Start of Entries supplied
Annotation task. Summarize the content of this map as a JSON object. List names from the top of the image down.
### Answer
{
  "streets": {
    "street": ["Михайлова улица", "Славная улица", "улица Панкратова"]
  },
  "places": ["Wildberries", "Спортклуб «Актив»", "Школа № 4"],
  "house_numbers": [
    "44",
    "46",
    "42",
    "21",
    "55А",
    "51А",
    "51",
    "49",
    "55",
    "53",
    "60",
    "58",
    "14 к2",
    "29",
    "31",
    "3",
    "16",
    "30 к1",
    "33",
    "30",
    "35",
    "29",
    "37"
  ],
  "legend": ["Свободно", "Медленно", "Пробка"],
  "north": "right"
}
End of Entries supplied
Repeat all of the data exactly.

Annotation task. Summarize the content of this map as a JSON object. List names from the top of the image down.
### Answer
{
  "streets": {
    "street": ["Михайлова улица", "Славная улица", "улица Панкратова"]
  },
  "places": ["Wildberries", "Спортклуб «Актив»", "Школа № 4"],
  "house_numbers": [
    "44",
    "46",
    "42",
    "21",
    "55А",
    "51А",
    "51",
    "49",
    "55",
    "53",
    "60",
    "58",
    "14 к2",
    "29",
    "31",
    "3",
    "16",
    "30 к1",
    "33",
    "30",
    "35",
    "29",
    "37"
  ],
  "legend": ["Свободно", "Медленно", "Пробка"],
  "north": "right"
}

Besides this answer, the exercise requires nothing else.